Production

Genetics, handling key says SA’s MSA award winner + VIDEO

Beef Central, 13/04/2016

QUALITY genetic make-up and a low-stress production environment are the prime ingredients to producing high quality Meat Standards Australia beef, according to South Australian beef producer Angus McLachlan, named SA’s best MSA producer last night.

“For us the key to the MSA opportunity is the genetic background of the cows, combined with the use of a Limousin bull over them to give our cattle the early growth and weight that suits the domestic trade,” Mr McLachlan said.

“We have Friesian in the background of our cattle which gives us a bit of marbling and clearly, milk for the calves.

“We get the beef from the other half of the female with the fat that comes with an Angus. And then the Limo bull, although not particularly suited to marbling, gives us the bulk and the muscle that we are looking for.”

Mr McLachlan’s picturesque 2000ha property Rosebank, near Mt Pleasant in the Adelaide Hills, was featured as one of the farms in Channel Nine’s hit soapie McLeod’s Daughters.

Every year for the past 20 years, Mr McLachlan has turned off between 100-115 stress-free grassfed vealers of mixed sex to Woolworths, aiming for dressed weights around 225kg.
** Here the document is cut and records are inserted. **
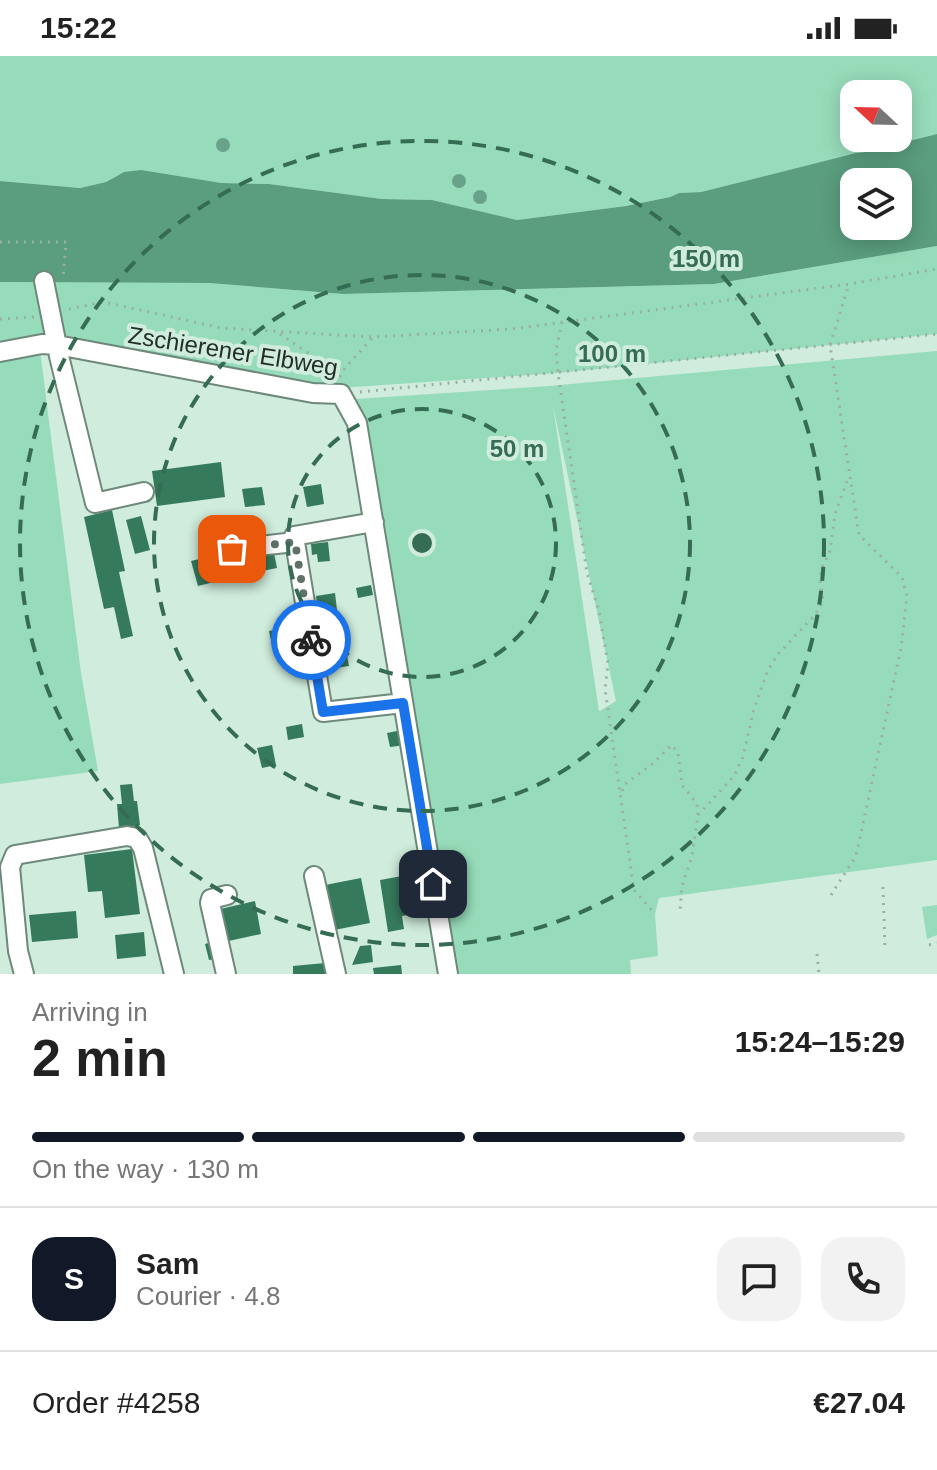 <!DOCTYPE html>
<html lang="en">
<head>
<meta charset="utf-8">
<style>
	body { margin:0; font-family:Helvetica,sans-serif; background:#f2f2f2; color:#222; height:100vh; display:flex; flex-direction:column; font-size:30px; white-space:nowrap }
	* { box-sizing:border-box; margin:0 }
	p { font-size:26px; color:#767676 }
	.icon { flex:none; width:44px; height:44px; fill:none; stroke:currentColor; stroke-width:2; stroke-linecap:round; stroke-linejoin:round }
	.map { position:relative; height:918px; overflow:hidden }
	.sheet { display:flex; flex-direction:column; background:#fff; flex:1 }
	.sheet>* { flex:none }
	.needle { width:52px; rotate:292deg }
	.controls { position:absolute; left:840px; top:24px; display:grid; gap:16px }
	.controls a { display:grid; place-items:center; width:72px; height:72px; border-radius:16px; background:#fff; box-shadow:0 4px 20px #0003; font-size:40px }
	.pin { position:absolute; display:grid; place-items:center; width:68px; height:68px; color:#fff; margin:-34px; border-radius:16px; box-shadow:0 4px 12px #0006 }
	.courier { position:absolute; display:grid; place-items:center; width:80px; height:80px; margin:-40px; border:6px solid #1a73e8; border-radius:50%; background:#fff; color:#222; box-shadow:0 2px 10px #0007 }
	.overview em { font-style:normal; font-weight:600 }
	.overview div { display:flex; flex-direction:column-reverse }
	.overview { display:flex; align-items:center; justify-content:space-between; height:136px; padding:0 32px }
	h1 { font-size:52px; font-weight:600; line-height:60px }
	.bar { display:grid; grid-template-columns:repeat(4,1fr); gap:12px 8px; align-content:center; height:96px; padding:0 32px }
	.bar i { height:10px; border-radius:6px; background:#e0e0e0 }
	.bar .active { background:#111827 }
	.bar p { grid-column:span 4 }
	.line { display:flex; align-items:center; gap:20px; padding:0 32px; border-top:2px solid #e0e0e0 }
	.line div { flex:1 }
	.round { display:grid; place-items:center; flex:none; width:84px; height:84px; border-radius:24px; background:#f2f2f2 }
	.status { display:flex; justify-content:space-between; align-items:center; height:56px; padding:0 40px; background:#fff; direction:ltr }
	.status svg { height:22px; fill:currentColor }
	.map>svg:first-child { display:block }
	.green { fill:#97dcba; fill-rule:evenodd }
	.water { fill:#5a9e7e; fill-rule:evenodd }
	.building { fill:#367a5c }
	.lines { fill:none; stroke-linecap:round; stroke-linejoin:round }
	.minor-casing { stroke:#6e897b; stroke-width:22 }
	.path { stroke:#98afa2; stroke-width:3; stroke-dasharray:2 6; stroke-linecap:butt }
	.minor { stroke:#fff; stroke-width:18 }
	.tree { fill:#68a28a }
	.done { stroke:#607168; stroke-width:8; stroke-dasharray:0 14.4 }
	.route { stroke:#1a73e8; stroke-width:10 }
	.ring { fill:none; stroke:#356c53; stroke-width:4; stroke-dasharray:14 10 }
	.labels { text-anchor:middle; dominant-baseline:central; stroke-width:8; stroke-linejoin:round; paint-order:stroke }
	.street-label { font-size:24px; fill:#242f29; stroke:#cfecdc }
	.centre { fill:#356c53; stroke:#cfecdc; stroke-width:4 }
	.ring-label { font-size:24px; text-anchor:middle; font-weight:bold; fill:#356c53; stroke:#cfecdc; stroke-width:8; stroke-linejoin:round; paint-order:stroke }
</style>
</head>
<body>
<div class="status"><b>15:22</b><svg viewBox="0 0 49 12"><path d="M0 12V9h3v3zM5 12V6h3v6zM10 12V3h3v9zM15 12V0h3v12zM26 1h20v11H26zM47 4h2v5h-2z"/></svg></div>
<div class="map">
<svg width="937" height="918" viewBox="0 0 937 918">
	<rect width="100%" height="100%" fill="#cfecdc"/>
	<!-- green -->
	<path class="green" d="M0,0H937V78L909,85L894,93L856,97L701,136L679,137L670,141L626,150L517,164L432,144L382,143L269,128L221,127L124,116L106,126L80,132L0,125ZM854,38H898V82H854Z
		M937,190V278L558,317L354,331L313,337L50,284L0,293V226L209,227L343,238L714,228Z
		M40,294L81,617L98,715L0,728V302Z
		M937,295V804L659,842L655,858L658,900L630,904L631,918H454L356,343L549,330ZM553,350L616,645L600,655H599Z
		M937,849V879L927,883L922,851Z"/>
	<!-- water -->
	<path class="water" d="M937,78V190L714,228L343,238L209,227L0,226V125L80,132L106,126L124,116L141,114L221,127L269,128L382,143L432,144L517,164L626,150L670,141L679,137L701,136L856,97L894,93L909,85ZM854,126H898V170H854Z"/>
	<!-- building -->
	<path class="building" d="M221,406L225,441L157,450L152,415Z
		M321,428L324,448L307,451L303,431Z
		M262,431L265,449L245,451L242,433Z
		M112,454L125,515L119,516L133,580L121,583L114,551L104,553L84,461Z
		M141,460L150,494L135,498L126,464Z
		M328,486L330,505L318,506L317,498L312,499L311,488Z
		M274,497L277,512L257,516L255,500Z
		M215,499L222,524L198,530L191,505Z
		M371,529L373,539L358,542L356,532Z
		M335,537L337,554L318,557L316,540Z
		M289,571L293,591L273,595L269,575Z
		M346,594L349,610L329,613L327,597Z
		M302,668L304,681L288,684L286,671Z
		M402,674L405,689L390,691L387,677Z
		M272,689L276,709L262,712L257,692Z
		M132,728L134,745H137L140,769L119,772L117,748H122L120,729Z
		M132,793L140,858L105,862L102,835L88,836L84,799Z
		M413,818L419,857L402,860L404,873L388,876L380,824Z
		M361,822L370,867L329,875L320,830Z
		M255,845L261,878L224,886L216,854Z
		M76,855L78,882L32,886L29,859Z
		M144,876L146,900L117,903L115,879Z
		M212,886L217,903L209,904L205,888Z
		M371,889L373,906L352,909L360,890Z
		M325,907L327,918H293V910Z
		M401,909L402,918H374L373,912Z"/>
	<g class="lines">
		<!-- minor casing -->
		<g class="minor-casing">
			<path id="minor" d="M44,225L59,300L95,447L144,436
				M0,296L42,288L57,289L313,337L341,338L357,367L448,918
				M374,466L294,480L323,656L403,647
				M232,493L295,486
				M314,820L336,918
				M24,918L18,895L10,811L15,799L127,780L137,782L143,792L174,918
				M226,918L210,847L211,843L227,839"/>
		</g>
		<!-- path -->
		<path class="path" d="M0,186H66L63,222
			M69,253L104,246L221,272L373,281L512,273L849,228L937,213
			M0,263L35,261
			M562,266L556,294L558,317L587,517L599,555L608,608L605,633L634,834L655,858
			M280,278L327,310L334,319
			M340,321L345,312L373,281
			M360,336L937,278
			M622,735L625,728L651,709L672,689L678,697L682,729L697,748L698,759L692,800L682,830L680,855
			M698,759L734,720L743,701L754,653L768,614L778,598L815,559L823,545L820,524L822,512L830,495L835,458L847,425
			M883,831L885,895
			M831,839L856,800L901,592L907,540L902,521L859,479L830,289L849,228
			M929,889L937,887
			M817,898L819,918"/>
		<!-- minor -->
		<use href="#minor" class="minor"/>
	</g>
	<!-- trees -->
	<g class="tree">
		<circle cx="223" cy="89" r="7"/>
		<circle cx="459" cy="125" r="7"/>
		<circle cx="480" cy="141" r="7"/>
	</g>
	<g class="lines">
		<!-- done -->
		<path class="done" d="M232,493L295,486L311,584"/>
		<!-- route -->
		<path class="route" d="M311,584L323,656L403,647L433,828"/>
	</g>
	<!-- distance rings -->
	<g class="ring">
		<circle cx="422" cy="487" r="134"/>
		<circle cx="422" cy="487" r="268"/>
		<circle cx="422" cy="487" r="402"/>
	</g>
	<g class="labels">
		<!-- street labels -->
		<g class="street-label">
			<text transform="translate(233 295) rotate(9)">Zschierener Elbweg</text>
		</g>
	</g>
	<circle cx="422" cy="487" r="12" class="centre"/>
	<g class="ring-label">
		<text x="706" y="211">150 m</text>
		<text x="612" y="306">100 m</text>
		<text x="517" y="401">50 m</text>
	</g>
</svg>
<div class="controls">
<a><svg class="needle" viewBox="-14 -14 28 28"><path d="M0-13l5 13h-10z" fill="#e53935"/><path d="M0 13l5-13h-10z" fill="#767676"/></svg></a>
<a><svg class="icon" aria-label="layers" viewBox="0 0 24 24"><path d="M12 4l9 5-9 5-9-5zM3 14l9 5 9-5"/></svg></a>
</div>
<div class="pin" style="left:232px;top:493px;background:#ea580c"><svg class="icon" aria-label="bag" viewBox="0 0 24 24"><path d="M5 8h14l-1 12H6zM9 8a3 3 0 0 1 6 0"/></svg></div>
<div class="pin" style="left:433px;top:828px;background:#1f2937"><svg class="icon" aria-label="home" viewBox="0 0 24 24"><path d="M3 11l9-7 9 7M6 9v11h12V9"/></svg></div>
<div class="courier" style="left:311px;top:584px"><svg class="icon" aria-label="bike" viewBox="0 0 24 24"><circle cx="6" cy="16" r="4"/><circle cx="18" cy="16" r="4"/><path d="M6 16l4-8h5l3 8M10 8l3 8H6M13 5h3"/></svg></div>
</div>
<section class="sheet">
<div class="overview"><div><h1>2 min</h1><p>Arriving in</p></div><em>15:24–15:29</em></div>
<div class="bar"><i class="active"></i><i class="active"></i><i class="active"></i><i></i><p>On the way · 130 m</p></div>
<div class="line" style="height:144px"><b class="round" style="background:#111827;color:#fff">S</b><div><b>Sam</b><p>Courier · 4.8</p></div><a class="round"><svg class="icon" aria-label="chat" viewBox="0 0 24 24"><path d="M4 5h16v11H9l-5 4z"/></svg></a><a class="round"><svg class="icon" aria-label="phone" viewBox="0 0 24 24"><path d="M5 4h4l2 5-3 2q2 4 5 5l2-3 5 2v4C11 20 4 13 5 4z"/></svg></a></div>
<div class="line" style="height:104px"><div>Order #4258</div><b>€27.04</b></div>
</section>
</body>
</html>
“I buy my heifers from Camperdown in Victoria on the point of calving as two-year-olds. Those heifers have been hand-raised and bucket-reared as poddy calves, and as a consequence they’re very quiet,” Mr McLachlan said.
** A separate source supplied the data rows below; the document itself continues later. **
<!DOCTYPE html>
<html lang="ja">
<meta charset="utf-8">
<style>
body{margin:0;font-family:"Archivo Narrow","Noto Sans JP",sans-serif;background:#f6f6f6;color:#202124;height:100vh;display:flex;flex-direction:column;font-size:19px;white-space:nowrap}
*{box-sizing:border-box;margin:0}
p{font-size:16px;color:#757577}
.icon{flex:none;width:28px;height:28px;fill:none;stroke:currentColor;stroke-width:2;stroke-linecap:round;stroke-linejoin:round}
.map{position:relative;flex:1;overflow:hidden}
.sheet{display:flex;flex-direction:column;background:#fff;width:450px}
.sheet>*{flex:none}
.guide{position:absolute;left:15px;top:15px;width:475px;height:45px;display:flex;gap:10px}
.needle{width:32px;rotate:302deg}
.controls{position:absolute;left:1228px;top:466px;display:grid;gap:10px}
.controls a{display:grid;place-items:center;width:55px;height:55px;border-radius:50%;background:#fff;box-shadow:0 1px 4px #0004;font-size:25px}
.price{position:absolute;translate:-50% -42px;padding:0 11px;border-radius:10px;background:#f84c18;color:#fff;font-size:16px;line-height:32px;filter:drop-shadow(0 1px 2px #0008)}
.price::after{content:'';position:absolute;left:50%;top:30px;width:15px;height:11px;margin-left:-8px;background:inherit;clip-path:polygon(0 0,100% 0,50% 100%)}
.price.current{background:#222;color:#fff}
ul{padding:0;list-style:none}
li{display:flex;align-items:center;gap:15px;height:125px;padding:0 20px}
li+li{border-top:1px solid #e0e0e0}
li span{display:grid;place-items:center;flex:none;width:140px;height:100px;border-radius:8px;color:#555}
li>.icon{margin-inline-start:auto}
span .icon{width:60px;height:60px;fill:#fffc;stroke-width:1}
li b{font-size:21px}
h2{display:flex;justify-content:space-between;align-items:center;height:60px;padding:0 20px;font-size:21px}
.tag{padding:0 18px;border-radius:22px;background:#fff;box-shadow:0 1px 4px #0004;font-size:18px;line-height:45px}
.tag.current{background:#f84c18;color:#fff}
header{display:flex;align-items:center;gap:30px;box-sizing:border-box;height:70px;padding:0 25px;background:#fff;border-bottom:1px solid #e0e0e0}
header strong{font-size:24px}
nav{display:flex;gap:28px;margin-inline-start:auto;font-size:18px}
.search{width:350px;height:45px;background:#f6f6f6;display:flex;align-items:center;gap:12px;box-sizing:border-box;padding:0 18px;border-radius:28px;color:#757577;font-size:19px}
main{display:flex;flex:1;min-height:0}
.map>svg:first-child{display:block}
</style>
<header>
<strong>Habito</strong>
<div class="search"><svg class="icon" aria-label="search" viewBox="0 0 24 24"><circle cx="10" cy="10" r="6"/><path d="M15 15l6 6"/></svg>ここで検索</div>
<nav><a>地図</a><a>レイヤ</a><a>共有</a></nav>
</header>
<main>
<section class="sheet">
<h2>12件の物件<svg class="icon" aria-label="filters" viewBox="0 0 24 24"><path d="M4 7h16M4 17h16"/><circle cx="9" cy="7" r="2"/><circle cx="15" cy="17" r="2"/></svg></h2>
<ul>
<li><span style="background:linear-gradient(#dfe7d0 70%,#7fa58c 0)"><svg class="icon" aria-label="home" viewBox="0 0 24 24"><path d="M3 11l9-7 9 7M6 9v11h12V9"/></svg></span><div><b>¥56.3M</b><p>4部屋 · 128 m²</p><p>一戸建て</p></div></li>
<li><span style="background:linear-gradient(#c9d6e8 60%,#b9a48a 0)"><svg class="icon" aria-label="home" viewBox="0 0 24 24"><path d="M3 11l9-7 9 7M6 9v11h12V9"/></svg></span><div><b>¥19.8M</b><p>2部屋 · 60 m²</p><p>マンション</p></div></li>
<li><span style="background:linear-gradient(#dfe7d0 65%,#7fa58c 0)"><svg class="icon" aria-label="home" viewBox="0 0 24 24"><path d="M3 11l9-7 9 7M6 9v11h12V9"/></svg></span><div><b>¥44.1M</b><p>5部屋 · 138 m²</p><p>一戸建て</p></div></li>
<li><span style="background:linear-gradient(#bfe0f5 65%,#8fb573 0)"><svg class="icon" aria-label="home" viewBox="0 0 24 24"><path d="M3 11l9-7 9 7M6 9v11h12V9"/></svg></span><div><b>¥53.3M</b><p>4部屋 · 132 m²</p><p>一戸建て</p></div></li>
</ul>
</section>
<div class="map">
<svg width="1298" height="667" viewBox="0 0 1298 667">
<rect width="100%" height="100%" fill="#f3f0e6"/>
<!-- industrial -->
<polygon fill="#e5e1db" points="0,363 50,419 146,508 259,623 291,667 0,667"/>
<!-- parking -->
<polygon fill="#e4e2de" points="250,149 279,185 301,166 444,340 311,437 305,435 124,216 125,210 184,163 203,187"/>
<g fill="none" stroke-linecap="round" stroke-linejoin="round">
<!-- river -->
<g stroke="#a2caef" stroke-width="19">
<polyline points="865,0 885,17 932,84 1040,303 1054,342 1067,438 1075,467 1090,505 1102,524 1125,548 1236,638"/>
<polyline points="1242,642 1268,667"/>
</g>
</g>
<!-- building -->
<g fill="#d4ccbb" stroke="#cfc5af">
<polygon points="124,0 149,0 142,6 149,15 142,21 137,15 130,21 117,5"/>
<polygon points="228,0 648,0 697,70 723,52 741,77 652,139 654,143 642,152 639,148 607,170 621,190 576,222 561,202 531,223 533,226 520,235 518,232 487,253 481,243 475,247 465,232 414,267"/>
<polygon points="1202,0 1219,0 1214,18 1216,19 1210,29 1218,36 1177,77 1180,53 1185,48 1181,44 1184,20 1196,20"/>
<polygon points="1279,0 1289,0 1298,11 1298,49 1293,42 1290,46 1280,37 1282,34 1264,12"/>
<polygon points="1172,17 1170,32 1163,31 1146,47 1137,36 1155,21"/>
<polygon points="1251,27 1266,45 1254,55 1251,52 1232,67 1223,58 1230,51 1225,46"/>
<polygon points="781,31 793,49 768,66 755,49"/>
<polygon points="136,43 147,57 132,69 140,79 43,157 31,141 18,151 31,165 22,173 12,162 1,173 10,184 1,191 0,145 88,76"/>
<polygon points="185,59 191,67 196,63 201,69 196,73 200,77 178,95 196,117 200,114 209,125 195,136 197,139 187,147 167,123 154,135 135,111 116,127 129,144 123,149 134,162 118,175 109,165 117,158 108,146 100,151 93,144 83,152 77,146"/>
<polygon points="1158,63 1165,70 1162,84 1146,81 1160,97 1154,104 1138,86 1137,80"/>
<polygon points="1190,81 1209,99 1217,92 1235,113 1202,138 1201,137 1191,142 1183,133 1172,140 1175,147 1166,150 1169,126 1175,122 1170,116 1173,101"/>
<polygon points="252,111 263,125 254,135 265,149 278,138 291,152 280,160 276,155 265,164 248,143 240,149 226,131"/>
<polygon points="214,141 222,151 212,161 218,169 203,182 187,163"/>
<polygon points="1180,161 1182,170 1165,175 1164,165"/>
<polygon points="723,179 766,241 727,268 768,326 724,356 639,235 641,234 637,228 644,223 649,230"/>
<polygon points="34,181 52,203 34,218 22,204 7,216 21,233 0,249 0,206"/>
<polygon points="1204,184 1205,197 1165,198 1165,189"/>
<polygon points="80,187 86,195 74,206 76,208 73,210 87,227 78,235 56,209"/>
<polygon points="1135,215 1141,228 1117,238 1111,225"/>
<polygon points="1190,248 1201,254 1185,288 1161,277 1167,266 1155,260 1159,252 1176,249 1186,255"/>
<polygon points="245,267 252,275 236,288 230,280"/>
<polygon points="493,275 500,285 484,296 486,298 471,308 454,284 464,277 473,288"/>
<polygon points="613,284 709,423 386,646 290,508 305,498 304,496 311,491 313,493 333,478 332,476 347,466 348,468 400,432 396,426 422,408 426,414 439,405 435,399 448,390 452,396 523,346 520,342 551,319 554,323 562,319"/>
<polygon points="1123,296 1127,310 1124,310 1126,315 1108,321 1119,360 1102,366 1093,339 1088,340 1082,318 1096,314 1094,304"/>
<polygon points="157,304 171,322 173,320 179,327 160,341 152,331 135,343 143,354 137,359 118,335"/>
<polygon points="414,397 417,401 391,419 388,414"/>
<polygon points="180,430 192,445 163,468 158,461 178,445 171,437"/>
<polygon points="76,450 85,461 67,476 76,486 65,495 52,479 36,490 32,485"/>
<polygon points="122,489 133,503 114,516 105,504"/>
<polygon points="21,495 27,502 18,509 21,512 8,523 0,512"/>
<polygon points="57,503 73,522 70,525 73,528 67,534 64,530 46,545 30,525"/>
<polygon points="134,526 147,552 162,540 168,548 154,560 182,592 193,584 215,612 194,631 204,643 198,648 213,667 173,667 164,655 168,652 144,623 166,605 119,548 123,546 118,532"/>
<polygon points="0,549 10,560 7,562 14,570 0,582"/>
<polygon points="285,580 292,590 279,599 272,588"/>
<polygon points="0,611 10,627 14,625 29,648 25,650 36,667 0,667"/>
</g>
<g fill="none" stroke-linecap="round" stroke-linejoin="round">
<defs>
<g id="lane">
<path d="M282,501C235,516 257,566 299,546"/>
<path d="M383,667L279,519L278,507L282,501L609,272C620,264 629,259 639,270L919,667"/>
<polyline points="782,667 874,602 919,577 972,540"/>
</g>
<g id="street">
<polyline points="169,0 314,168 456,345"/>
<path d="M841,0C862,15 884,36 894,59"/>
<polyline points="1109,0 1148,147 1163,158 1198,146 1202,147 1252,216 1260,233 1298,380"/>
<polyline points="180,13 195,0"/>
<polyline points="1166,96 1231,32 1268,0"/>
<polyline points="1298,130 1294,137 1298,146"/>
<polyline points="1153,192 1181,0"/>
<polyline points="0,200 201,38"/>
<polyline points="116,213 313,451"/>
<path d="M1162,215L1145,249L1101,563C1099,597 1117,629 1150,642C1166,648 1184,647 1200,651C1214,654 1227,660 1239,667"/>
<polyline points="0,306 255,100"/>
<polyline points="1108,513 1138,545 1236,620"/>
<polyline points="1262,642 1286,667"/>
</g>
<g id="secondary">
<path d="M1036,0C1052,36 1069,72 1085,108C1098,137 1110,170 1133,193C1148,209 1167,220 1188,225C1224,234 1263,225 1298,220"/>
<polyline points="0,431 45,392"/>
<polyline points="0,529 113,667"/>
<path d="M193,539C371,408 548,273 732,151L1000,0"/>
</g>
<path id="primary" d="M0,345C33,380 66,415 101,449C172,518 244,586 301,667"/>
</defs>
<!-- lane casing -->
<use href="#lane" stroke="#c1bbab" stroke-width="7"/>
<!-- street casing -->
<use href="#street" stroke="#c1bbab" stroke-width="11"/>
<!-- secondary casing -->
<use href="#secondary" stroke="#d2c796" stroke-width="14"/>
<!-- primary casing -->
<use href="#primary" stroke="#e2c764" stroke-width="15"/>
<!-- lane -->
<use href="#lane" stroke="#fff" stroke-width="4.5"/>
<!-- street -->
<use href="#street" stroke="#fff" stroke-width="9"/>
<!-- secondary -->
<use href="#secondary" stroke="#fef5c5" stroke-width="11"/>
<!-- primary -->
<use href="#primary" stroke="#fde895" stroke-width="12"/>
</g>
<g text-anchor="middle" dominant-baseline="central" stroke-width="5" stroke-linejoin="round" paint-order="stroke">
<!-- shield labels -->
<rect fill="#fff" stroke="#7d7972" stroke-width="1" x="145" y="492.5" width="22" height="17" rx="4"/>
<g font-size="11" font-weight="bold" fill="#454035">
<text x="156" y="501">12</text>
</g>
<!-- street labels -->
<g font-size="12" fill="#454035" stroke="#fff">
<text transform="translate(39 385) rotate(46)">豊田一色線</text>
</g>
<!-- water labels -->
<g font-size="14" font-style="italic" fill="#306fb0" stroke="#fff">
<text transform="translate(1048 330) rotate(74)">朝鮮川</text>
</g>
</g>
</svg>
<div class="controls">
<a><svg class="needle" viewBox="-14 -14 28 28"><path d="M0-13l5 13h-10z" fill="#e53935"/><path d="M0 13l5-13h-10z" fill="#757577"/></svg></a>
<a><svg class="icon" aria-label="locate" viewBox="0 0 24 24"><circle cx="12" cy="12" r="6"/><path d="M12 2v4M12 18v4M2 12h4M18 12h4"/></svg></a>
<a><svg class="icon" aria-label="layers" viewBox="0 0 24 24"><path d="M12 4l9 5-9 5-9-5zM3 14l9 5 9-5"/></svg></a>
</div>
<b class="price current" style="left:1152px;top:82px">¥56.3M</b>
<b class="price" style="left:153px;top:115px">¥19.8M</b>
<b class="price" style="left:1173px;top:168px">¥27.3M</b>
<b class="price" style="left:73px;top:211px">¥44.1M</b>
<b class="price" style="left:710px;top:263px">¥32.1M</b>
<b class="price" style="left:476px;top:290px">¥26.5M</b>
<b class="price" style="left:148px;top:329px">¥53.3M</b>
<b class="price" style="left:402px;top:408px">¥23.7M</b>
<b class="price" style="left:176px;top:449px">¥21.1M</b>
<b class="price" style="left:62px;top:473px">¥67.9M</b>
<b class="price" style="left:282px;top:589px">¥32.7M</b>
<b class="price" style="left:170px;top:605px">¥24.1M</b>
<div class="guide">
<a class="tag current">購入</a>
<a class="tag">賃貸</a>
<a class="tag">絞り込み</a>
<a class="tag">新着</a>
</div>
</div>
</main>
“My overseer, Paul Shutz, is very gentle with the cattle. No one shouts at them and they rarely need anything more than reasonable encouragement.

“As a result, the calves are very easy to handle, and when we separate them to weigh them, they don’t seem to get too upset.”

This low-stress environment has resulted in excellent compliance rates to the MSA specifications by avoiding dark-cutting meat and the consistent growth path to slaughter has resulted in low ossification scores assessed during grading – a measure directly linked to tenderness.

Click the link below to view of short video profiling the production system on Rosebank

MSA is a Meat & Livestock Australia supported program where the eating quality of every beef cut is determined using a grading system that measures key attributes such as carcase weight, ossification, marbling, rib fat, tropical breed content, meat pH and temperature, hanging method, hormonal growth promotants and meat colour.

Each carcase receives an MSA Index value that represents its potential eating quality based on the measurements collected.

During 2014-15, almost 13,000 producers throughout Australia consigned over 3.2 million cattle to the MSA program.

To be eligible for the MSA awards, a producer’s annual MSA-graded volume had to be equal or above the average for the State they were produced in during 2014-15.

Each producer that met the eligibility criteria received a score out of 100 weighted on two factors: the compliance to MSA minimum requirements, and eating quality performance as determined by the MSA Index for cattle consigned to MSA in 2014-15.

A modest Mr McLachlan was pleasantly surprised to be named as the SA winner of the inaugural MSA beef producer of the year competition.

“To be named this State’s best MSA producer mystifies me I’d have to say. Whilst we take great care with the cattle, we don’t buy the most expensive heifers at Camperdown; on the contrary we are looking for the smaller, softer more feminine types,” he said.

“It’s quite a low-cost operation, and yet the quietness of the cattle mean that we can turn off a beast that fits well into these MSA standards.

“But of course job satisfaction is related to somebody buying your product and paying an adequate price for it.”